AJI Kecam Pernyataan Presiden Prabowo Tentang Jurnalis Wujud “Londo Ireng”

Suryamedia.id – Aliansi Jurnalis Independen (AJI) mengecam pernyataan Presiden Prabowo Subianto yang menyebut jurnalis atau wartawan sebagai ‘Londo Ireng’ saat berpidato. Tak hanya itu, narasi tersebut juga ditujukan ke pihak pengamat dan LSM.

“Presiden mengatakan bahwa ‘londo ireng’ masih ada hingga sekarang dan mengaitkannya dengan pihak-pihak yang menurutnya lebih mengabdi kepada kepentingan bangsa lain daripada kepentingan Indonesia,” tulis AJI dalam keterangan resminya yang diunggah Sabtu (25/7/2026).

Menurut AJI, pernyataan tersebut dinilai merendahkan profesi jurnalis di lapangan. Tak hanya itu, label itu memiliki konotasi negatif atau seolah menuding jurnalis sebagai pengkhianat atau pembelot bangsanya sendiri.

“Kami menilai, pelabelan tersebut merendahkan, mengecilkan dan mendelegitimasi profesi dan kerja-kerja jurnalis di lapangan,” tulisnya lagi.

“Apalagi istilah tersebut memiliki konotasi yang dianggap berkhianat, membelot, atau lebih membela kepentingan asing dibandingkan bangsanya sendiri,” lanjut keterangan tersebut.

Dalam konteks sejarah Indonesia, “londo ireng” merupakan istilah peyoratif yang digunakan untuk menyebut orang Indonesia yang dianggap berpihak kepada pemerintah kolonial Belanda atau bekerja untuk kepentingan kolonial, sehingga dipandang mengkhianati bangsanya sendiri.

Baca Juga :   Heboh Wakil Bupati Pidie Jaya Pukul Kepala SPPG, Kemendagri Bakal Lakukan Pemanggilan

“Dalam berbagai daerah, istilah ini juga digunakan secara lebih luas untuk menyebut ‘antek penjajah’, ‘kolaborator’, atau orang yang dianggap lebih membela kepentingan asing, daripada kepentingan nasional,” terangnya lagi.

Pernyataan presiden tersebut dinilai berlawanan dengan semangat dan mandat Undang-Undang sebagaimana termaktub dalam UU Nomor 40 Tahun 1999 tentang pers. Negara berkewajiban menciptakan lingkungan yang memungkinkan pers bekerja secara bebas, aman, profesional dan bertanggung jawab.

“Tuduhan terhadap profesi ini juga dinilai tak mendasar dan tidak tepat dilontarkan seorang presiden, karena jurnalis bekerja untuk menyampaikan fakta ke publik, bukan untuk kepentingan asing,” terang dia.

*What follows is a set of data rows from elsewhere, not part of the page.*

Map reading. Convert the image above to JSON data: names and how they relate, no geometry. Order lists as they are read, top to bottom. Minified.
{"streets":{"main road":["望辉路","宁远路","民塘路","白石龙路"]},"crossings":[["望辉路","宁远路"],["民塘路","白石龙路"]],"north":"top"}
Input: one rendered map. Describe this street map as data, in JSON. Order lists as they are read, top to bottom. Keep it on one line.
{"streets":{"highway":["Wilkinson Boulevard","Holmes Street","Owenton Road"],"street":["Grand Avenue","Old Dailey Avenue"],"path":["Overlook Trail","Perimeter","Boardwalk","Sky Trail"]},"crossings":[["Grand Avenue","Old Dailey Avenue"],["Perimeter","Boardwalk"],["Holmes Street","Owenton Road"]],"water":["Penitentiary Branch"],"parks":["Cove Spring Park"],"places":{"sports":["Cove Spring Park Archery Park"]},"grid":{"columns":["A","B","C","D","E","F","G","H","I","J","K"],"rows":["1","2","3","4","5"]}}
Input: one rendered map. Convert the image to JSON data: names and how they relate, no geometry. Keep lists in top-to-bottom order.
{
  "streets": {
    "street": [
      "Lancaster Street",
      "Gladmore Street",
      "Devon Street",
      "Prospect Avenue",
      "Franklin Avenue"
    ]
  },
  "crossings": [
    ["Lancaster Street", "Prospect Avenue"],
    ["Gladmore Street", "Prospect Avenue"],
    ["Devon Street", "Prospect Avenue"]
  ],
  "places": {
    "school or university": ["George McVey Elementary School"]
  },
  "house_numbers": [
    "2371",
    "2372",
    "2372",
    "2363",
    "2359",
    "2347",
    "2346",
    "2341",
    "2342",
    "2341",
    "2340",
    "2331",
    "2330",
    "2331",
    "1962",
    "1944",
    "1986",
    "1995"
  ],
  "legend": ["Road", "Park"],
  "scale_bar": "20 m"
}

“Alih-alih memperbaiki kebijakan yang dikritik, pemerintah lebih suka menyerang jurnalis. Padahal kritik adalah hal wajar di negara demokrasi dan jurnalis memang berperan sebagai anjing penjaga dan menjadi corong publik,” lanjutnya lagi.

Sebelumnya, Prabowo mengatakan bahwa kelompok kritis merupakan wujud “londo ireng” di zaman modern. Ia memberikan label tersebut terhadap jurnalis, pakar, hingga lembaga swadaya masyarakat yang tidak bekerja untuk pemerintah.

Baca Juga :   3 Jurnalis Asal Indonesia Ditangkap Tentara Israel di Kapal Global Sumud Flotilla

“Kita tahu ada orang-orang Indonesia yang senang mengabdi dan berbakti kepada bangsa lain. Itu yang dulu kita sebut londo ireng yang ikut Belanda perang melawan kita,” ucap Prabowo saat berpidato di puncak peringatan Hari Lahir ke-28 Partai Kebangkitan Bangsa pada Kamis (23/7/2026), dikutip Tempo.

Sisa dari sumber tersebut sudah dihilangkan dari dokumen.